PHILADELPHIA — Vice President Kamala Harris sought to portray herself as the underdog against former President Donald Trump with a policy-light address at an election eve rally on the steps of the Philadelphia Museum of Art, made famous by Sylvester Stallone’s Rocky, in which she tried to bring back her good vibes from the summer.
“It’s good to be back in the City of Brotherly Love, where the foundation of our democracy was forged, and here at these famous steps, a tribute to those who start as the underdog and climb to victory,” Harris told a crowd of 30,000 people on Monday.
The return to presenting herself as the underdog comes after she dropped the descriptor from her stump speech in mid-October, replacing it instead with her insistence that “we will win.”

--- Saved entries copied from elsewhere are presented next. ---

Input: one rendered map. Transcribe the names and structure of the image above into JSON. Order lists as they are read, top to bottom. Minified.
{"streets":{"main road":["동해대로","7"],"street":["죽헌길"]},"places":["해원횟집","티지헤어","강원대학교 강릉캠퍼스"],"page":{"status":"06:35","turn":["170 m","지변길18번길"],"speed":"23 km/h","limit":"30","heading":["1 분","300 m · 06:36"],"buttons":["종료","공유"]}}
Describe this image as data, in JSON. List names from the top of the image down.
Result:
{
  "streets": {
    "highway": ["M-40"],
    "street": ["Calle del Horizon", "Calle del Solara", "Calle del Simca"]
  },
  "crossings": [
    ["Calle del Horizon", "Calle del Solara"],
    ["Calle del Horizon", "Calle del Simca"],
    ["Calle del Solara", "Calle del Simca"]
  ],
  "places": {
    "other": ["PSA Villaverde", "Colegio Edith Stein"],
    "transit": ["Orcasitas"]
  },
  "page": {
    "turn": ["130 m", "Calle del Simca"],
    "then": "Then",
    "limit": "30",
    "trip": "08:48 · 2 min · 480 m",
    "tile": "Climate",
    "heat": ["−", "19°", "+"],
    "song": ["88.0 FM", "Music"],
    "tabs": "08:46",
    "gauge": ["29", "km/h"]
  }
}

Harris continued to convey confidence on Monday as polls prepare to open around the country on Election Day, repeating that “momentum is on our side.”
“The race ain’t over yet and we must finish strong. This could be one of the closest races in history. Every single vote matters,” she said before the audience corrected her when she announced the wrong time that polling locations open.
Against the background of the iconic Pennsylvania landmark, Harris used the rally, organized simultaneously with events in the six other battleground states for one national livestream online, to urge her supporters to vote for her on Tuesday and turn the page on Trump without saying his name. Harris stopping calling Trump by his name last weekend after using her Ellipse remarks to criticize him as a “petty tyrant” and amplifying former White House chief of staff John Kelly’s statement that the former president fits within the definition of a fascist.
“We have an opportunity in this election to finally turn the page on a decade of politics that has been driven by fear and division,” she said. “We are done with that. We’re done. We’re exhausted with it.”
Harris’s address did not mention immigration, which polls suggest is one of voters’s top concerns, but she did mention the economy, healthcare, and the importance of “joy.”
“We started this campaign 107 days ago, and from the beginning, ours has not been a fight against something,” Harris said. “It has been a fight for something, a fight for a future with freedom, with opportunity, and with dignity for all Americans.”
“Our campaign has brought together people from all corners of this nation and from all walks of life,
united by our love for our country and our faith in a brighter, stronger, and more hopeful future that we will build together,” she added. “We finish as we started, with optimism, with energy, with joy, knowing that we, the people, have the power to shape our future and that we can confront any challenge we face when we do it together.”
The Philadelphia rally, punctuated with appearances by Lady Gaga, Oprah Winfrey, and Ricky Martin, in addition to a surprise performance by will.i.am of his new song “Yes She Can,” capped Harris’s last day on the campaign trail, one spent entirely in Pennsylvania, and her historic bid, only three-and-a-half months old.
“For more than half of this country’s life, women didn’t have a voice yet,” Lady Gaga said. “We raised children. We held our families together. We supported men as they made the decisions. But tomorrow, women will be a part of making this decision.”
Winfrey appealed to first-time voters, most of them young people, bringing 10 on stage with her before warning: “If we don’t show up tomorrow, it is entirely possible that we will not have the opportunity to ever cast a ballot again.”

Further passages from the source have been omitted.